Something I only idly followed, more through my wife than directly, was the outflowing of "Millennium lists" giving the most important people of the previous one thousand years. It was mostly something about which to chuckle, given that the lists were always dominated by twentieth century personalities, and weighted disproportionately to the current conceit of technology. Aside from people such as Madonna, there weren't many composers on the lists. That is really too bad, and clearly a reflection of the public's views on the diminishing relevance of music. Apparently Beethoven was on one of the big lists, and he is a good choice as the most recent epoch-shaping Western composer. However, as I casually remarked at the time, how can any list of that sort have any credibility when it omits Machaut? Okay, so it is an amusing question, given that most people have never heard of Machaut. Nonetheless, he was the first such epochal composer, and the most artistically dominant besides. There have been very few humans in any endeavor who have towered above their contemporaries the way Machaut did. This is the beginning of a disjointed & intermittent series of articles to explore that fact.
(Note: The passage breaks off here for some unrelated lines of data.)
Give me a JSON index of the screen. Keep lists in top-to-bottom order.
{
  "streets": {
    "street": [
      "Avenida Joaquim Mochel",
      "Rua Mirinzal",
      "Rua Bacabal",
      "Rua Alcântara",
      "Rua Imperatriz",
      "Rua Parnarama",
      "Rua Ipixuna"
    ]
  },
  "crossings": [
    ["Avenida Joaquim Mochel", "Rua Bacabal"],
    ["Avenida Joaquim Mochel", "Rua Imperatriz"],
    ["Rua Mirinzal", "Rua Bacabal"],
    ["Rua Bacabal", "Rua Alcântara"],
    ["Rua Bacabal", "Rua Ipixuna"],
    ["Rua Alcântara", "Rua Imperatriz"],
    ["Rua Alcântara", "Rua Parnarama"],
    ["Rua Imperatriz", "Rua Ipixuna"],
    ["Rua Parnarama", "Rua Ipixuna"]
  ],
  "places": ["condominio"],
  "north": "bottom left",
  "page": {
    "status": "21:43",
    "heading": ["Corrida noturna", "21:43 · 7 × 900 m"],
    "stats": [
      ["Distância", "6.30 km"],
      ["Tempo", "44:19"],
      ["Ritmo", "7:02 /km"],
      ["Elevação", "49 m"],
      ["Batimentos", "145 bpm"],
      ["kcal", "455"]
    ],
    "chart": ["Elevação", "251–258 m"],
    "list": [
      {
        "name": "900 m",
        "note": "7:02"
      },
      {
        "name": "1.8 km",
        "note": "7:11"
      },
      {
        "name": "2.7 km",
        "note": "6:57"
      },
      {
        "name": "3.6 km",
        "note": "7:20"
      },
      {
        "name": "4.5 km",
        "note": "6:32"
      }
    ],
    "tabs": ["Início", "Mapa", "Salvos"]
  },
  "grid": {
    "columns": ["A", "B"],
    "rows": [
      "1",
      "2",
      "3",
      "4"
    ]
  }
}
I have a brief biography and some recording recommendations online already, of course. This is the place for more esoteric thoughts. What of the idea of significant figures at all? Much of today's supposed intellectualism revolves around the idea of all opinions being equal, so presumably one should not prioritize in anything but a personal way. In the case of the notion of the masterpiece, and soon in the case of relativist epistemology in general, I show that one can only retain a lack of abstract priority if one postulates not only the equality of individual opinions but also that they do not interact. So how silly is the latter? We know that some things become more important, by one means or another, and the Millennium list people certainly did not let some rather obvious motivations toward political correctness take them so far as to say that their lists were impossible to make. Well, such a list probably is impossible to make, since it is so unspecific, but that is beside the point. The more specific framework here is, as usual, more-or-less time-independent in that we judge someone's stature relative to their contemporaries, and only follow that (maybe, with a certain conceit) by comparing people in multiple eras or traditions based on their relative dominance over their peers. If no one today has heard of them, that is a different thing (and maybe our fault).

So what of Machaut? Historical surveys have been updated, Hildegard has come out of nowhere to become a public figure, but somewhere in the resulting mix remains the basic fact that the medieval work a generally educated musician is most likely to know is Machaut's Messe de Notre Dame. Not so long ago, it may have been the only medieval work a classical musician would have known by name. This fact is an example of Machaut's centrality, and I am in no hurry to circumscribe that role. There are various factors which serve to shape Machaut's reputation. Some emphasize points of continuity: Machaut was a genius of both words & music, and one of the only great Western composers to write his own lyrics (one might compare him to Saint Thyagaraja of Carnatic music in this regard). This places him in the direct lineage of the troubadours and trouvères. Indeed, one can quite sensibly call Machaut the last of the trouvères, and of course their apotheosis. The beginning of Machaut's career coincided with the Ars Nova innovations, which brought both a more complicated rhythmic notation as well as a shift in harmonic priorities. Part of what makes Machaut's polyphony so magical relative to that of his contemporaries is his ability to unite the more flexible use of intervals in Ars Antiqua music with the rhythmic potential of the Ars Nova. These two basic facts, the simultaneous genesis of the lyrics and the incorporation of earlier harmonic possibilities, are what serve in the first place to endow Machaut's music with its fluidity & resonance.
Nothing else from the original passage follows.